Required work
Using the records below, give the number of lines where the string "strokeStyle" shows up. Add nothing to it.

Stored data
————————
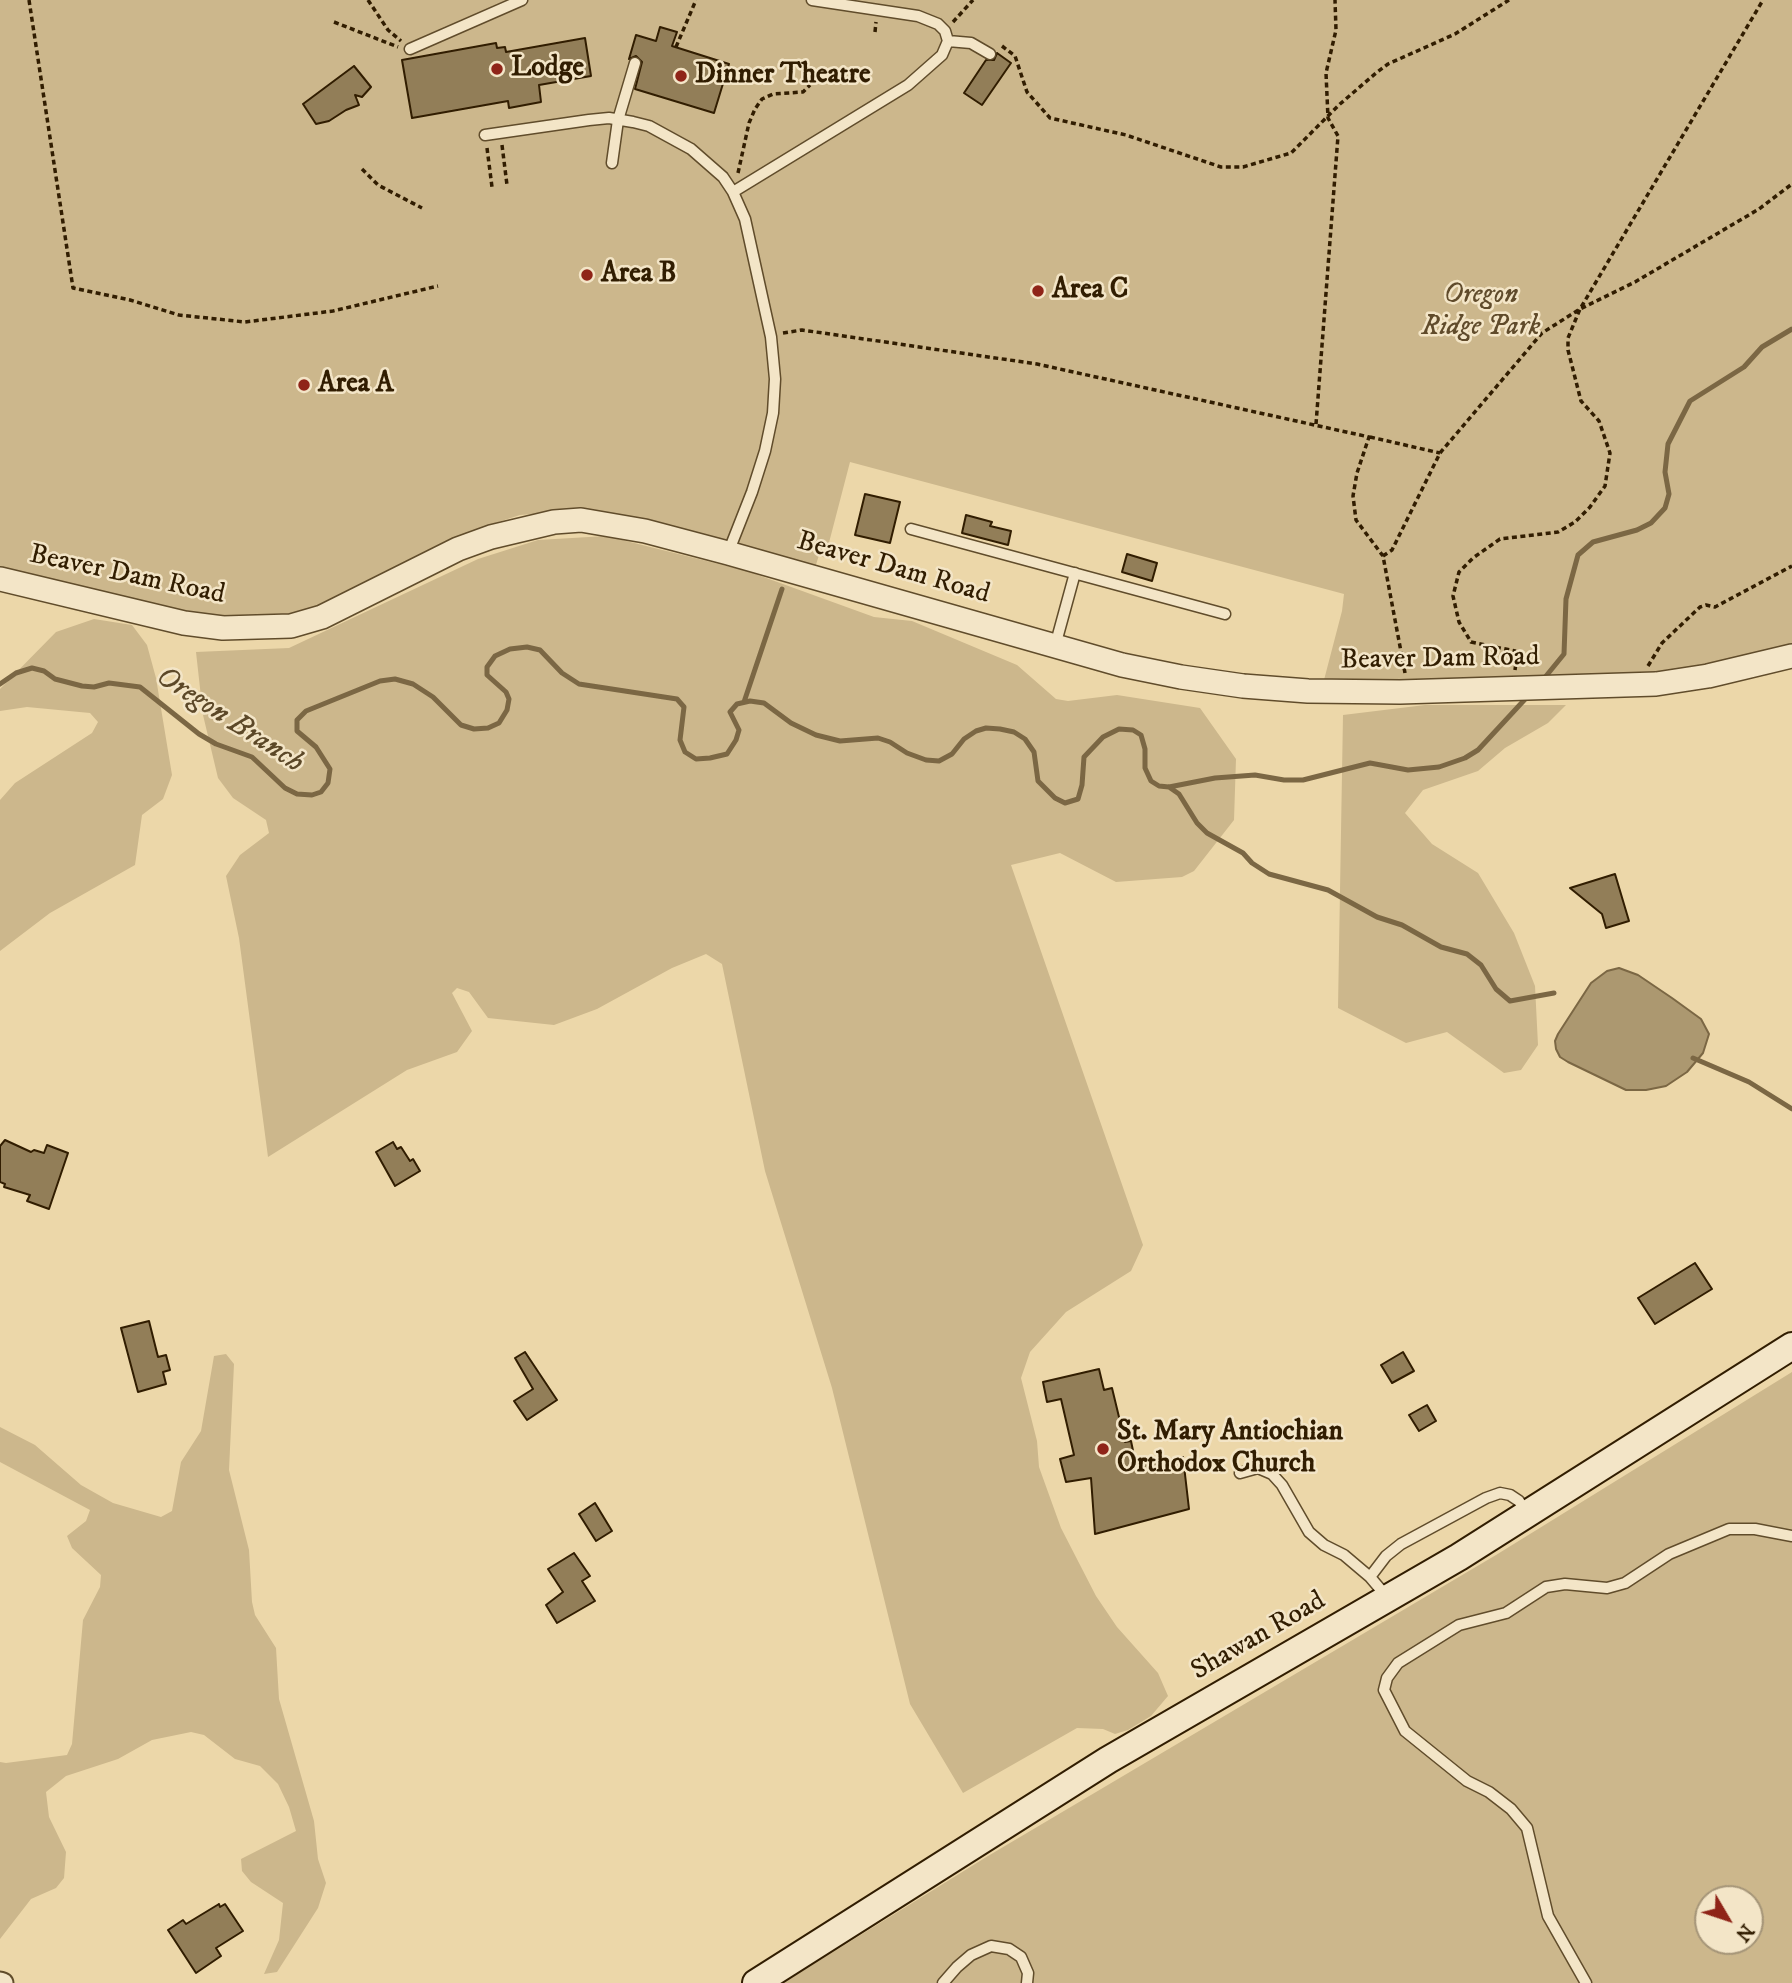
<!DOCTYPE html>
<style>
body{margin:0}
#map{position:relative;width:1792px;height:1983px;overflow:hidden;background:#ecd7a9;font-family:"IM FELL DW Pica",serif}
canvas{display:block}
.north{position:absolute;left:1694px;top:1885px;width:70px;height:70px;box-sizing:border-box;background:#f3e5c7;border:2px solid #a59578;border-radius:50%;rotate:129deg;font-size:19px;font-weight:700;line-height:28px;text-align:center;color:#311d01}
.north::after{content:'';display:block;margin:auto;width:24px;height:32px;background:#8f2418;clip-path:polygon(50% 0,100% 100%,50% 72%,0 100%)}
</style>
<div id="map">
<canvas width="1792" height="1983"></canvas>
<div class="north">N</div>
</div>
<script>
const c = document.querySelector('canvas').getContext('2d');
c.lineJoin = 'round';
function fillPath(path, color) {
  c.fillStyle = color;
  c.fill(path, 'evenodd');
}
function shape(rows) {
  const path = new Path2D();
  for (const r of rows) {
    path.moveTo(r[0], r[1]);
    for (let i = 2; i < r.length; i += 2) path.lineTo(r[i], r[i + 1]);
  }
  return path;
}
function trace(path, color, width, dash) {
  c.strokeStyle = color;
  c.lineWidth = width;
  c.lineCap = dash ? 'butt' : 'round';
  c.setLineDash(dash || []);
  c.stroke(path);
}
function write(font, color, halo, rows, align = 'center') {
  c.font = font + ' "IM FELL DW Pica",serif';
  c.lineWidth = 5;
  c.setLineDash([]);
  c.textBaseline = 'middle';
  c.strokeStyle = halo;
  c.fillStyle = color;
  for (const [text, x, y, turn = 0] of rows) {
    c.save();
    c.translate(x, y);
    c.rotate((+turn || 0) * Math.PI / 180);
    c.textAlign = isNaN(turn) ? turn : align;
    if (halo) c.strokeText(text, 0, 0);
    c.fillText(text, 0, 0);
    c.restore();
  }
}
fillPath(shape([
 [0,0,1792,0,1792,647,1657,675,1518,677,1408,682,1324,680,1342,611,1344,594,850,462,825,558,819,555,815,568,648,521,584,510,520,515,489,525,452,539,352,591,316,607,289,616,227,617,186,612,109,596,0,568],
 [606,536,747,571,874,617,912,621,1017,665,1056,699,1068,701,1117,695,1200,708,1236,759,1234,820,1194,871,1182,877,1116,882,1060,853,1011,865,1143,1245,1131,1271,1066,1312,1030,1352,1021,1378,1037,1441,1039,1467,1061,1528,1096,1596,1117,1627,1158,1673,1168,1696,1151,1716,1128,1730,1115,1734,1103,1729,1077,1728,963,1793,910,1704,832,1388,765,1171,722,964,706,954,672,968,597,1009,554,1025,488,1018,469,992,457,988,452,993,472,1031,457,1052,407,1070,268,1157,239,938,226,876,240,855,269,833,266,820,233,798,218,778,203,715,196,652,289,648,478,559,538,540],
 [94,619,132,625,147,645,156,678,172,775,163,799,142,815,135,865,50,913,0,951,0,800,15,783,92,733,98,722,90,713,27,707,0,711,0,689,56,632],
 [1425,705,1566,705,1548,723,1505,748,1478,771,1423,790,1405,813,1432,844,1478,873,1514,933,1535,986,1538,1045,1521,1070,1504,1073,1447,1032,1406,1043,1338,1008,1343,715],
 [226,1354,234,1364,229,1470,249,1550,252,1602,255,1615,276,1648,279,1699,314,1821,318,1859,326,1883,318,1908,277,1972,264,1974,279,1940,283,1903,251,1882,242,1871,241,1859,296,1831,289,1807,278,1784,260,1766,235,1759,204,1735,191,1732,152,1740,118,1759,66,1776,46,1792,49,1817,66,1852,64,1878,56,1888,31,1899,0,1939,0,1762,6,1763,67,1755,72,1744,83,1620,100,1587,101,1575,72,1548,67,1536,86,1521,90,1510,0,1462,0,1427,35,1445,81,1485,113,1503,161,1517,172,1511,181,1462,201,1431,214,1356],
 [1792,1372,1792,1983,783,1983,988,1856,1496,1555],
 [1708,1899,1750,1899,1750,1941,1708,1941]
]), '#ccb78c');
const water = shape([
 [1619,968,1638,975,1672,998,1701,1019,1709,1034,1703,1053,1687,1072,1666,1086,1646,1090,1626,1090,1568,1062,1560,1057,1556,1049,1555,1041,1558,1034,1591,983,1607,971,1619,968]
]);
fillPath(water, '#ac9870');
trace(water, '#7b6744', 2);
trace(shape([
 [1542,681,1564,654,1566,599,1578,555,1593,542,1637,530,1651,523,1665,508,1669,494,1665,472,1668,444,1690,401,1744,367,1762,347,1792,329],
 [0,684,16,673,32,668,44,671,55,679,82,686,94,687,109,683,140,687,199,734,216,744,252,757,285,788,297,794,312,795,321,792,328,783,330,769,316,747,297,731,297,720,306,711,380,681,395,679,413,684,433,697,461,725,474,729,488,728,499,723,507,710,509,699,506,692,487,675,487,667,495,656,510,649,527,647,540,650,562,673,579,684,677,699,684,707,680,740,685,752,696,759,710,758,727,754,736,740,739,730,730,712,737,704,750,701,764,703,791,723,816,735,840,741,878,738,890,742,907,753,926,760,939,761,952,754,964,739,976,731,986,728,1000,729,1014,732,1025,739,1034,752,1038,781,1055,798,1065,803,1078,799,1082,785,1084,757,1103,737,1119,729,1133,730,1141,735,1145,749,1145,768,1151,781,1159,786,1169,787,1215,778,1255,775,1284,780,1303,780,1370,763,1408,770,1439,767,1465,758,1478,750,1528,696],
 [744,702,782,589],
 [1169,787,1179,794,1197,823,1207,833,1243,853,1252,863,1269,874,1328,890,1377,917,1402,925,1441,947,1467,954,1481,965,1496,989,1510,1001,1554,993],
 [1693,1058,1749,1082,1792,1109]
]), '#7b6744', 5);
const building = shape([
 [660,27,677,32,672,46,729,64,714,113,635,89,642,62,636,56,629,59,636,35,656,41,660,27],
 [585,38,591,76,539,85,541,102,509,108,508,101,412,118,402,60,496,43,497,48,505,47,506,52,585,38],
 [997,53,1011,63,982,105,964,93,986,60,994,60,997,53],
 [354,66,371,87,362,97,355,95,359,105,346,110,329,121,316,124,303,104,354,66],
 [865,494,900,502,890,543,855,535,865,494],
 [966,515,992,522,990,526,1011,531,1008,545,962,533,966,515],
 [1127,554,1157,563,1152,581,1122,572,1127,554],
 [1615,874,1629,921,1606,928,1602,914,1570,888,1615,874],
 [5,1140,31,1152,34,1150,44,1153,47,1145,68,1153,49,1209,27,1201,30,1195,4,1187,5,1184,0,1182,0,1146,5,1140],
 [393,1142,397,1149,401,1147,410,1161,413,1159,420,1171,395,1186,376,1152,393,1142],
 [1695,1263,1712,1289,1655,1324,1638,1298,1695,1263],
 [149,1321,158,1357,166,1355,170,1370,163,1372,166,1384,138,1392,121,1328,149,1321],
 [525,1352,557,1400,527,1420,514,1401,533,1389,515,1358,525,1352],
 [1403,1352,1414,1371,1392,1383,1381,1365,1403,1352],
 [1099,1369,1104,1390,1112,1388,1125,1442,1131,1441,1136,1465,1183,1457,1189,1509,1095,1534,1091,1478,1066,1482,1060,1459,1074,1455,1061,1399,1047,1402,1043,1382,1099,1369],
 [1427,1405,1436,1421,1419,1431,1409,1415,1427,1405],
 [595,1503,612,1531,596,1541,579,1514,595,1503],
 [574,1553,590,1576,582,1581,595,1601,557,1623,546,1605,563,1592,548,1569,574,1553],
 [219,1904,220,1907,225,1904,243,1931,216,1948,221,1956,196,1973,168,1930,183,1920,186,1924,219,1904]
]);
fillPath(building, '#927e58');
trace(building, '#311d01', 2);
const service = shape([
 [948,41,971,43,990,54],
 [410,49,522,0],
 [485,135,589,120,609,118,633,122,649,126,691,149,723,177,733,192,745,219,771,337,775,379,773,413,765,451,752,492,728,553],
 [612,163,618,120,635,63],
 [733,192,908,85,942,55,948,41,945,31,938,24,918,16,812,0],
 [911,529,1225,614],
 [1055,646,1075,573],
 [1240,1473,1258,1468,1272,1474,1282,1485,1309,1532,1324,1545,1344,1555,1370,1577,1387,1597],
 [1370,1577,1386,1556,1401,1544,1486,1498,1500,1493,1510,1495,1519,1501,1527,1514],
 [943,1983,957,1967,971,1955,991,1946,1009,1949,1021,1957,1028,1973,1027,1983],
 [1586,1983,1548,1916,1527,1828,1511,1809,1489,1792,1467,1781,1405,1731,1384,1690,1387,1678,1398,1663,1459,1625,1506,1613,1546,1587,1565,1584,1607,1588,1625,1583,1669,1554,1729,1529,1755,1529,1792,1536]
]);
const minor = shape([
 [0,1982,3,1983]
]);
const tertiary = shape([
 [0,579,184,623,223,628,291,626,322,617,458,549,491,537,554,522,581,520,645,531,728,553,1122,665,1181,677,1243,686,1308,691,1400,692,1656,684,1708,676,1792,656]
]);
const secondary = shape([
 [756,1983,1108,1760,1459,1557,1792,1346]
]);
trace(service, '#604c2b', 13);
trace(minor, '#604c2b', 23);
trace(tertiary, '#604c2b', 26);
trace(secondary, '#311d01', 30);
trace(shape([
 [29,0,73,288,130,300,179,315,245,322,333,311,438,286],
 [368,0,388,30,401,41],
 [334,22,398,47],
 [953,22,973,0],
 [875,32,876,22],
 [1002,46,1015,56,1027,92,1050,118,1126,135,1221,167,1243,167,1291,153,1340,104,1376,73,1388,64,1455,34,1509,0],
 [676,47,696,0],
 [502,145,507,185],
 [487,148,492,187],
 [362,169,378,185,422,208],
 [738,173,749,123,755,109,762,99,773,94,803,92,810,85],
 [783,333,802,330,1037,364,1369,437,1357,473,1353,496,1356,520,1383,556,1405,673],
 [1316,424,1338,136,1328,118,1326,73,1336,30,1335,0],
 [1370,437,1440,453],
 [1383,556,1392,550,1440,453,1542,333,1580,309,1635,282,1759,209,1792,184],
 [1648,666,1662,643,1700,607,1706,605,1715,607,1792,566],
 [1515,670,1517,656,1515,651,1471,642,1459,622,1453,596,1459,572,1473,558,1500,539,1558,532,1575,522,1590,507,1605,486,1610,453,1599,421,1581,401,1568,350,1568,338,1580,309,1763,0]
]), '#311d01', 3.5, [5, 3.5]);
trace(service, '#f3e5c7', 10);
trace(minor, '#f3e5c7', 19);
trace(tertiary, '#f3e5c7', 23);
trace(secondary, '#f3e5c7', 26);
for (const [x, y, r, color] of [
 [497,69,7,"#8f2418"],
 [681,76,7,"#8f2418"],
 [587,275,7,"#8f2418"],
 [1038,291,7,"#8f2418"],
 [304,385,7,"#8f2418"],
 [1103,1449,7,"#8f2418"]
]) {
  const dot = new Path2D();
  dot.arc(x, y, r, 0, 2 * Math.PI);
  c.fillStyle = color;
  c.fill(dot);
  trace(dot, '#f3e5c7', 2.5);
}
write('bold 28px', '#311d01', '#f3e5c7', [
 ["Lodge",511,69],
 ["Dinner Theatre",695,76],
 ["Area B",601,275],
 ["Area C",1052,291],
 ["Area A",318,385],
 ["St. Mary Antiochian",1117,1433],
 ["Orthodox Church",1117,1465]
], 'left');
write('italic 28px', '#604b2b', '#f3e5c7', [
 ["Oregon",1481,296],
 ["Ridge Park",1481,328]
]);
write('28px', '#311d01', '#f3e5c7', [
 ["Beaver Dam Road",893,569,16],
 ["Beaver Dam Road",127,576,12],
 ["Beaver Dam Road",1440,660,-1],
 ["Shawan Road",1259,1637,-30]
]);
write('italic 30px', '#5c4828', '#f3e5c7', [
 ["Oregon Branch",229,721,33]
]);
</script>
————————
Problem solution
2